### AIM OF THE TASK
Search the data below for the word "function" and copy each line that holds it.

### Records from a data source

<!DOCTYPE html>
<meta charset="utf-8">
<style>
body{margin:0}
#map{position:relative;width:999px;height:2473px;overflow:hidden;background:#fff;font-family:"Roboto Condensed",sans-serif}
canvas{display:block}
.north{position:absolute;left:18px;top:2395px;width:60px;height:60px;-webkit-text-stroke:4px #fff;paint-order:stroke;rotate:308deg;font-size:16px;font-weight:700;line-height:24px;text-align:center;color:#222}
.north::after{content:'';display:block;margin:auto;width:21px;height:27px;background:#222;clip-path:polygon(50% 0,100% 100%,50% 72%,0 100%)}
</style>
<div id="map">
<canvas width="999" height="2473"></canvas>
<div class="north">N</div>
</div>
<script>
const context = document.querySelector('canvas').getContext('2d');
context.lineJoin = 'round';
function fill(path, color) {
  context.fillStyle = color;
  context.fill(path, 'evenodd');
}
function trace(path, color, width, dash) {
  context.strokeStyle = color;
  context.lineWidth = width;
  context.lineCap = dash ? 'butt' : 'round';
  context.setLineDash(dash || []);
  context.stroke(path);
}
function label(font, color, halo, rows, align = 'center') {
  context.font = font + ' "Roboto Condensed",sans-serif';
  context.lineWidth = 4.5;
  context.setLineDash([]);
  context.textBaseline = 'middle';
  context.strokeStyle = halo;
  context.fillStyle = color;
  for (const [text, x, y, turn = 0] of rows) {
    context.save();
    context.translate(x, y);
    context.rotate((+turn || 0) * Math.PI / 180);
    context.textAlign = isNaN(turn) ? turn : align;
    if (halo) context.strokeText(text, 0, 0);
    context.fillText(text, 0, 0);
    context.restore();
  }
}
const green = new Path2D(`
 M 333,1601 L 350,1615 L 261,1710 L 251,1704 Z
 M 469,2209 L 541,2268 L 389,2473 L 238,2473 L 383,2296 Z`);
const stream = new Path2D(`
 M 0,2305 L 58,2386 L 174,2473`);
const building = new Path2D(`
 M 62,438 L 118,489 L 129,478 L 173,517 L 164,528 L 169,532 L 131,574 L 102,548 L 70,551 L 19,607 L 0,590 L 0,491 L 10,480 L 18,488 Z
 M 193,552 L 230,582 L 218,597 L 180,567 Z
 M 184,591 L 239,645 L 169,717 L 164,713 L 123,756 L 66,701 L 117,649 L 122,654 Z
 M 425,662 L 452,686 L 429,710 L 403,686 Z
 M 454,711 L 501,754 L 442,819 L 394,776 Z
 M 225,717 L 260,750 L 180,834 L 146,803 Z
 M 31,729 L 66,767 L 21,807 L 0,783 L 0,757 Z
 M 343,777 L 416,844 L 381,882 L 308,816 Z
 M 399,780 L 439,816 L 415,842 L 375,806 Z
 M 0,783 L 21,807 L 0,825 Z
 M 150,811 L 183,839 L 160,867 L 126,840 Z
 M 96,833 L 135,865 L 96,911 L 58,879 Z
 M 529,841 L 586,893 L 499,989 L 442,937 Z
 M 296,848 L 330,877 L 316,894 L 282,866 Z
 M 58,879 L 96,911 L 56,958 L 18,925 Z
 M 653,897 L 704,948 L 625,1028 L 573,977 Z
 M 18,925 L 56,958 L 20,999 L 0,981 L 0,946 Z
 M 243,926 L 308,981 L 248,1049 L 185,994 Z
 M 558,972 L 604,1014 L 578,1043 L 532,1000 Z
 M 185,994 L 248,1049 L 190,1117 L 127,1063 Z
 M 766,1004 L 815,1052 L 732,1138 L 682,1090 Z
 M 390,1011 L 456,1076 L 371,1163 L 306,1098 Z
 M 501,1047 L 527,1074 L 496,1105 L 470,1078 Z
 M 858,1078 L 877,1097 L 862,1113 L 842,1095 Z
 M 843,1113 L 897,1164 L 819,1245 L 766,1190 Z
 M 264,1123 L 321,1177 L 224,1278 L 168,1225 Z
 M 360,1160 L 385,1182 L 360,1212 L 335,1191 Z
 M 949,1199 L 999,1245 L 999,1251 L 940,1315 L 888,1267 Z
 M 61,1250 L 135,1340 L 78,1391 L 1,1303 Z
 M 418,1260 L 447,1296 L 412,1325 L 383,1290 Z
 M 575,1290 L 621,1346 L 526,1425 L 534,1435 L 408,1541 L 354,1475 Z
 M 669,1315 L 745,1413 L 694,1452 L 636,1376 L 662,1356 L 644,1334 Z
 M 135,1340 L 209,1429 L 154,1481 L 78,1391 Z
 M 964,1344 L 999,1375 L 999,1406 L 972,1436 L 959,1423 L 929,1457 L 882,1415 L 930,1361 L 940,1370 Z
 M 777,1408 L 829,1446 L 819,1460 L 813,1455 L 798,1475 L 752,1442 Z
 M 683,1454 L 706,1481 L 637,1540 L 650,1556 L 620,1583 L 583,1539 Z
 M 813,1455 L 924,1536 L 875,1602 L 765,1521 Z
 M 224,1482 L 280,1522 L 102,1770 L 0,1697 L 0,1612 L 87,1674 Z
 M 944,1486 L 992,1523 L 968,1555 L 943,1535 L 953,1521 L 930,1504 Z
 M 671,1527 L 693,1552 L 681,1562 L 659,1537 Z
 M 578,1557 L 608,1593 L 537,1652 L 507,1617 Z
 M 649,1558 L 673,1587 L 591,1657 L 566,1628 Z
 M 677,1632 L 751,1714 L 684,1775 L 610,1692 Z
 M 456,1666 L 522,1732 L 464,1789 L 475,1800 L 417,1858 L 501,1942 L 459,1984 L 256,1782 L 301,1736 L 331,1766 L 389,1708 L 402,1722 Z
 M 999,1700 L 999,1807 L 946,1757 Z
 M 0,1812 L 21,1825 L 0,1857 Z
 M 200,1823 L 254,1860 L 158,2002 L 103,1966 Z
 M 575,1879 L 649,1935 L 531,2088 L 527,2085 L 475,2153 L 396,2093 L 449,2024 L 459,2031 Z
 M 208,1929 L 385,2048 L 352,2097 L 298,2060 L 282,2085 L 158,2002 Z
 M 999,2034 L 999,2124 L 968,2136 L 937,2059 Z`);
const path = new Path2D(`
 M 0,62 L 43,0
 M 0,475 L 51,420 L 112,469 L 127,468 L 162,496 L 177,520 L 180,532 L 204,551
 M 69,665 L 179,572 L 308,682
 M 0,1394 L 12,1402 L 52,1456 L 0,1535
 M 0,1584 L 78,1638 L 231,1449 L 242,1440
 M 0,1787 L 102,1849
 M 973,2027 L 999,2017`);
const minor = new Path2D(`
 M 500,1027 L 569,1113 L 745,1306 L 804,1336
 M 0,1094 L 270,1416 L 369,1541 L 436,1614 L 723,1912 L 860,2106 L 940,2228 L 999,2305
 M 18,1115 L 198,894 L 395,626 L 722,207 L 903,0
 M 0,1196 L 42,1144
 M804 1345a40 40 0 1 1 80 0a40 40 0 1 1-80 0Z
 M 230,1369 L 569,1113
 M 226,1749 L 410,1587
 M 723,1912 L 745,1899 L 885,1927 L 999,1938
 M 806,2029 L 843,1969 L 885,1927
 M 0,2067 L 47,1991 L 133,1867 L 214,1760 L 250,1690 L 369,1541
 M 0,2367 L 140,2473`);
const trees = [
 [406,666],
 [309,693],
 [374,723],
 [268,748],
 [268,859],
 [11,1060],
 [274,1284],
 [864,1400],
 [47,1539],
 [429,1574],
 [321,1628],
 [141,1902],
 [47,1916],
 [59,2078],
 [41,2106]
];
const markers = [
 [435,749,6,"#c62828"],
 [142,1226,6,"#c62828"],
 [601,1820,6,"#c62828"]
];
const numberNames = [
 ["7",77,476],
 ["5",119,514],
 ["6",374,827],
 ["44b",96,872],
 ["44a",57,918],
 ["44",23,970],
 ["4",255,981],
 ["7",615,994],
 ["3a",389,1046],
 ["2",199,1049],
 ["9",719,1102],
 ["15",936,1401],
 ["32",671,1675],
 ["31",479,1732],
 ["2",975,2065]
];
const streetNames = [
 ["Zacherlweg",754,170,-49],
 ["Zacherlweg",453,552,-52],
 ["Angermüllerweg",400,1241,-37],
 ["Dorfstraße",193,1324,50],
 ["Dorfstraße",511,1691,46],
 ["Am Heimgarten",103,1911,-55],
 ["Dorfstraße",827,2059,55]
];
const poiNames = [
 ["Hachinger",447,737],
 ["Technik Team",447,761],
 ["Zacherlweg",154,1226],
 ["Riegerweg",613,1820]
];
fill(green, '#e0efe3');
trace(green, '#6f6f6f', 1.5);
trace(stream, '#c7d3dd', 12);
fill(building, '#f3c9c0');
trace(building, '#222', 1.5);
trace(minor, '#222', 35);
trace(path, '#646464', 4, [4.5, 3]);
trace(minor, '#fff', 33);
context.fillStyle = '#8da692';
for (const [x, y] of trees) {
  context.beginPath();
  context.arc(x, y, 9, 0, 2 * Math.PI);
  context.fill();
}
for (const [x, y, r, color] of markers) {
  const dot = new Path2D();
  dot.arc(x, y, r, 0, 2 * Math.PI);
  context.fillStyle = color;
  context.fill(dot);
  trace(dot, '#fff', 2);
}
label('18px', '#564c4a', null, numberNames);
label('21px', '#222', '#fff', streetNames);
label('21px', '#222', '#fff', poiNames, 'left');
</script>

---

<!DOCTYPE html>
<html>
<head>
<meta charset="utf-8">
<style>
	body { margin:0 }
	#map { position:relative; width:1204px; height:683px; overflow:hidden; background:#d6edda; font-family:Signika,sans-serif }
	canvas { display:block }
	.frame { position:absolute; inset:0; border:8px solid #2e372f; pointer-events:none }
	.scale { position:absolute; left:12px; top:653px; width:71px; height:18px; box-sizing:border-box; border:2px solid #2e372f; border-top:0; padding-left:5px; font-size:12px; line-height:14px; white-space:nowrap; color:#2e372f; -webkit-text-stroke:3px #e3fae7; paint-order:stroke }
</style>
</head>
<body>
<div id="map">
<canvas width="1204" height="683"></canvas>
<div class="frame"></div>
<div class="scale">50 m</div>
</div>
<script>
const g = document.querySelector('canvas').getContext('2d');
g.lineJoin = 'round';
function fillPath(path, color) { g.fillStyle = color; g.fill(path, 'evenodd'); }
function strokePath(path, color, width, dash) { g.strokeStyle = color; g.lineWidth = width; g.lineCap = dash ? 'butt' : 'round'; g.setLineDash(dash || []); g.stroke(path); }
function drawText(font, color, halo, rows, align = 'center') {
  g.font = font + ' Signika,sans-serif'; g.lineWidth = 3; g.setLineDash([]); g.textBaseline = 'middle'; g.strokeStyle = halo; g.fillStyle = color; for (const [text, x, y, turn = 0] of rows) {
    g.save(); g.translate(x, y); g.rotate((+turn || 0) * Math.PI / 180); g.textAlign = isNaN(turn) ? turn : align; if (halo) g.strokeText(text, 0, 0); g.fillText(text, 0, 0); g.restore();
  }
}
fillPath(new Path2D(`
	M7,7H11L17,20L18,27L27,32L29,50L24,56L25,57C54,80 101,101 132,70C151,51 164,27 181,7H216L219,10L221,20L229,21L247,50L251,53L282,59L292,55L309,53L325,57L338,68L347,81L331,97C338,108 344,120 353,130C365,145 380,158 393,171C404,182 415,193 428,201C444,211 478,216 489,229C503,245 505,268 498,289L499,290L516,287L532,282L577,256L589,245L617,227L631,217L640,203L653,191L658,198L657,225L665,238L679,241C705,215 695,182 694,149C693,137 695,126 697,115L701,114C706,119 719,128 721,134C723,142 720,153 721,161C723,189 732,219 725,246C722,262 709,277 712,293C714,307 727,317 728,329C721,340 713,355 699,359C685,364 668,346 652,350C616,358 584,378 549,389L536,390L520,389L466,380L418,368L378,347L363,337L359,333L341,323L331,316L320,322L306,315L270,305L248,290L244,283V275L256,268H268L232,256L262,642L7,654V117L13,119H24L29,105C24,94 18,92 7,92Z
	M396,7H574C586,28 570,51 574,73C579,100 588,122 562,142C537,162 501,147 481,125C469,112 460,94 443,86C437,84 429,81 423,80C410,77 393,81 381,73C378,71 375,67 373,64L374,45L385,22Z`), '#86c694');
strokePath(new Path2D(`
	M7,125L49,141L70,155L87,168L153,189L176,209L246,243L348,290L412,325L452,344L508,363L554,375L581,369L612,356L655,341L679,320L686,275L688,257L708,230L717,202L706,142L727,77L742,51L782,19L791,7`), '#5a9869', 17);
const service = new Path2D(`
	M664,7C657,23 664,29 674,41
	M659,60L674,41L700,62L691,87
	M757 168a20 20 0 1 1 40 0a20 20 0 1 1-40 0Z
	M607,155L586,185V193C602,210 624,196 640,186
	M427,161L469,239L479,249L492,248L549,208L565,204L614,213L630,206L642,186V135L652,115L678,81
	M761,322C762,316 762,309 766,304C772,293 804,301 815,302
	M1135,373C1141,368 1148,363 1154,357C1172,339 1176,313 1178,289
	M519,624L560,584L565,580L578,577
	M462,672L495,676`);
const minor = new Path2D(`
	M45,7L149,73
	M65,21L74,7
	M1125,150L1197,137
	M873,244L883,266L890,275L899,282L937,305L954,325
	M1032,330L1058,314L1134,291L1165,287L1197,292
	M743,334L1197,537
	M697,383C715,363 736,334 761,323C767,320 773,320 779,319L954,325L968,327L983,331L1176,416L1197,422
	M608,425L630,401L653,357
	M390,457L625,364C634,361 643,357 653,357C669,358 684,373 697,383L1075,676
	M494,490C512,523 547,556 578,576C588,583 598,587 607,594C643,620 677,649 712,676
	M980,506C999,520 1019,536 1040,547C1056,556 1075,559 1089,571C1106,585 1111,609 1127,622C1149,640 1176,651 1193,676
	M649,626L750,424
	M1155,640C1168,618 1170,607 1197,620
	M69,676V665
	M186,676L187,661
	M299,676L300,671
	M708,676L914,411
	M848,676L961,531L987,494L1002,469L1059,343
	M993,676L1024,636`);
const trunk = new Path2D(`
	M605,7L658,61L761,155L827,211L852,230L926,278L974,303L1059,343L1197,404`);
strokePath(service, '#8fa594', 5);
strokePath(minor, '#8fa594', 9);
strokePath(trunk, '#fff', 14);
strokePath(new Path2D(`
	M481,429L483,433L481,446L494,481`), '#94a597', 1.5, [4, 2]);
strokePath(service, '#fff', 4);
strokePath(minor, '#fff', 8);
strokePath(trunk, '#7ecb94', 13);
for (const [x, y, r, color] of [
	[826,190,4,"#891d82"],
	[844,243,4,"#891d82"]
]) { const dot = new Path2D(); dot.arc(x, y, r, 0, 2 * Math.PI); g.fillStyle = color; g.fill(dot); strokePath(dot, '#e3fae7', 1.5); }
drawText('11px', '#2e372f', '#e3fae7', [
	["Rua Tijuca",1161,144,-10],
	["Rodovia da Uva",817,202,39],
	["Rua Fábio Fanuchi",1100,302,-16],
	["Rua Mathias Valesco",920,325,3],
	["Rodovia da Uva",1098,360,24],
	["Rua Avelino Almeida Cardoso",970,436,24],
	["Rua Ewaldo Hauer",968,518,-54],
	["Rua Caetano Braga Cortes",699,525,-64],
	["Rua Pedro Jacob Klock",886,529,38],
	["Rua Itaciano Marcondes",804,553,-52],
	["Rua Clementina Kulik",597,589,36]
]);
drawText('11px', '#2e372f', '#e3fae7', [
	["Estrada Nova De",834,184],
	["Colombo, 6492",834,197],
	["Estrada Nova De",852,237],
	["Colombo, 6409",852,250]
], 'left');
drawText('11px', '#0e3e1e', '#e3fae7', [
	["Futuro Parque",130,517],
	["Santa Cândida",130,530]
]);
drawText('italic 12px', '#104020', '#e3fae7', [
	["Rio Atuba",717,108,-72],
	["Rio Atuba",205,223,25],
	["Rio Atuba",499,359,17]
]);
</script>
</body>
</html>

### EXERCISE SOLUTION
function fill(path, color) {
function trace(path, color, width, dash) {
function label(font, color, halo, rows, align = 'center') {
function fillPath(path, color) { g.fillStyle = color; g.fill(path, 'evenodd'); }
function strokePath(path, color, width, dash) { g.strokeStyle = color; g.lineWidth = width; g.lineCap = dash ? 'butt' : 'round'; g.setLineDash(dash || []); g.stroke(path); }
function drawText(font, color, halo, rows, align = 'center') {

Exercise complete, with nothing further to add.